The data =>
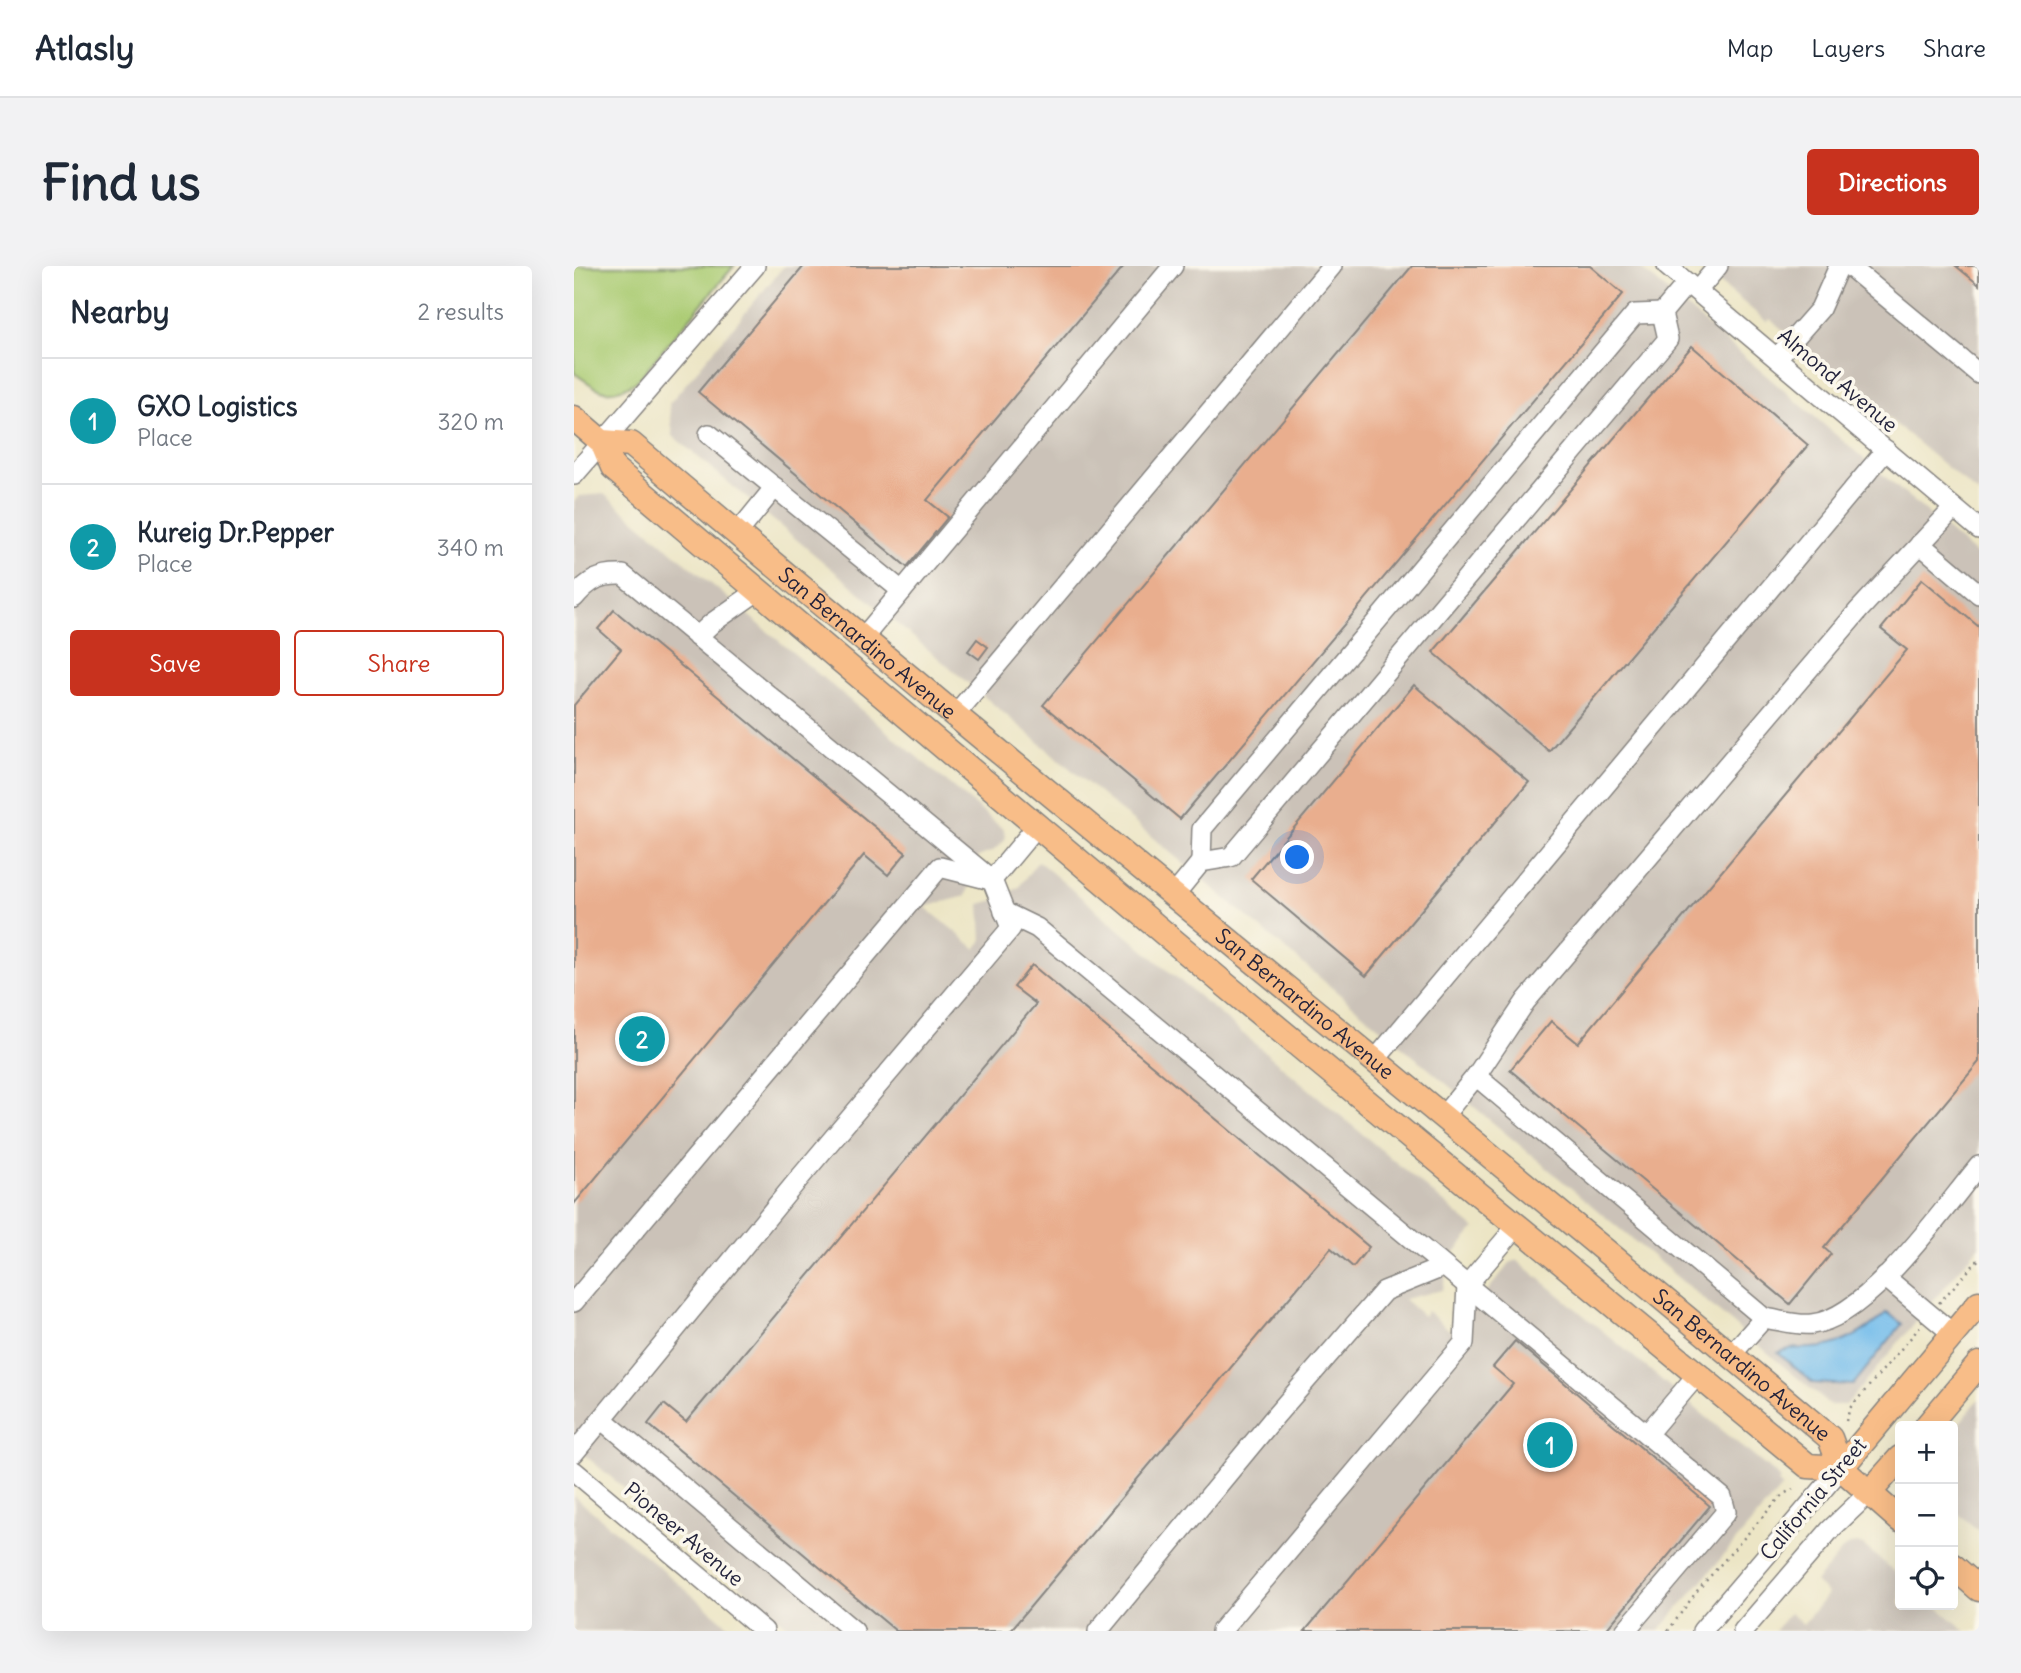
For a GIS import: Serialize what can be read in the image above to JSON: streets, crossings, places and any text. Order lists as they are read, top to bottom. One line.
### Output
...
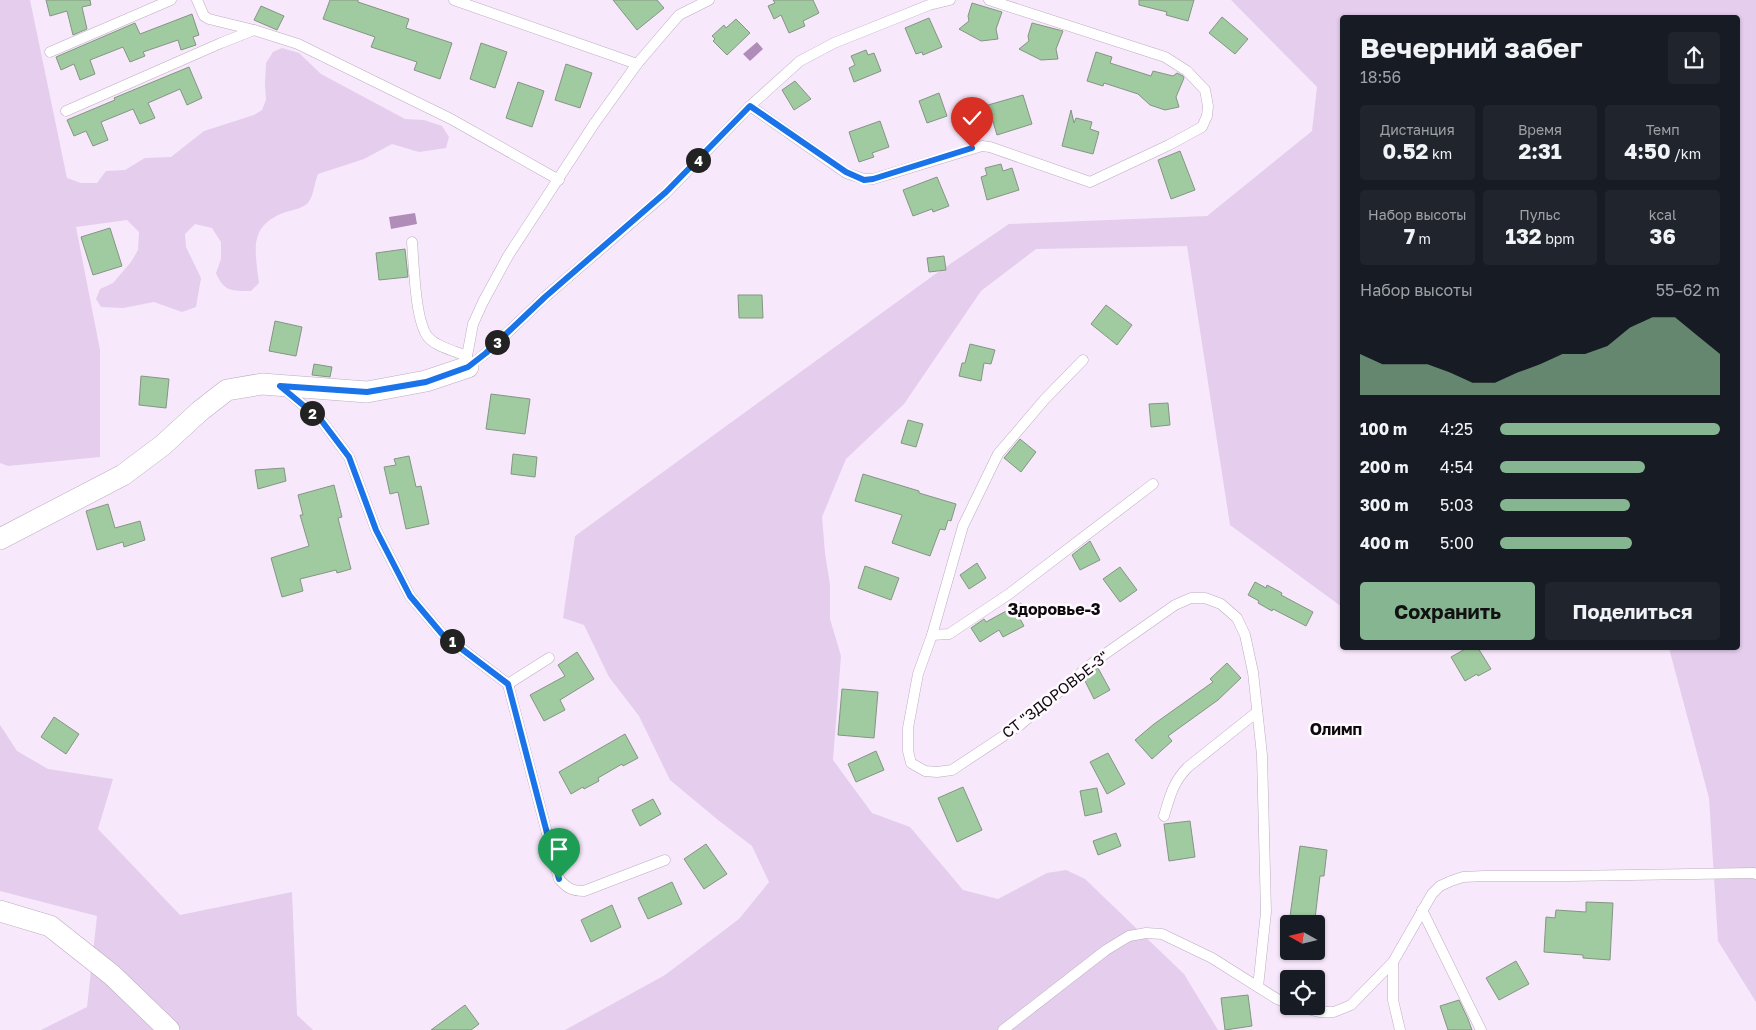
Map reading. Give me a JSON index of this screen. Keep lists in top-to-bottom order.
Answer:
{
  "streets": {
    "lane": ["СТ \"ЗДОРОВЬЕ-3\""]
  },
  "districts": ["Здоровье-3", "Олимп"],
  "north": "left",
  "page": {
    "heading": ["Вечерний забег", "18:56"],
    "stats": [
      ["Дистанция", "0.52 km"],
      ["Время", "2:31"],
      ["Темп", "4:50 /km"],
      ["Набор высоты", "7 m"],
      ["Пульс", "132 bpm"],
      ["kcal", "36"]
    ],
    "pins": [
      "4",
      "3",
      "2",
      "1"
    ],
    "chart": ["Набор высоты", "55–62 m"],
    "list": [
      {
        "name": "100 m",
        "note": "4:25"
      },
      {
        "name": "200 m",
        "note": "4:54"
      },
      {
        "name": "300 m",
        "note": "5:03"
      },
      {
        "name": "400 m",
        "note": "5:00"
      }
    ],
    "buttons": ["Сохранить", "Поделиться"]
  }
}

Activity =>
Report all lines of the data that include the word "lists".

Answer to the problem =>
For a GIS import: Serialize what can be read in the image above to JSON: streets, crossings, places and any text. Order lists as they are read, top to bottom. One line.
Map reading. Give me a JSON index of this screen. Keep lists in top-to-bottom order.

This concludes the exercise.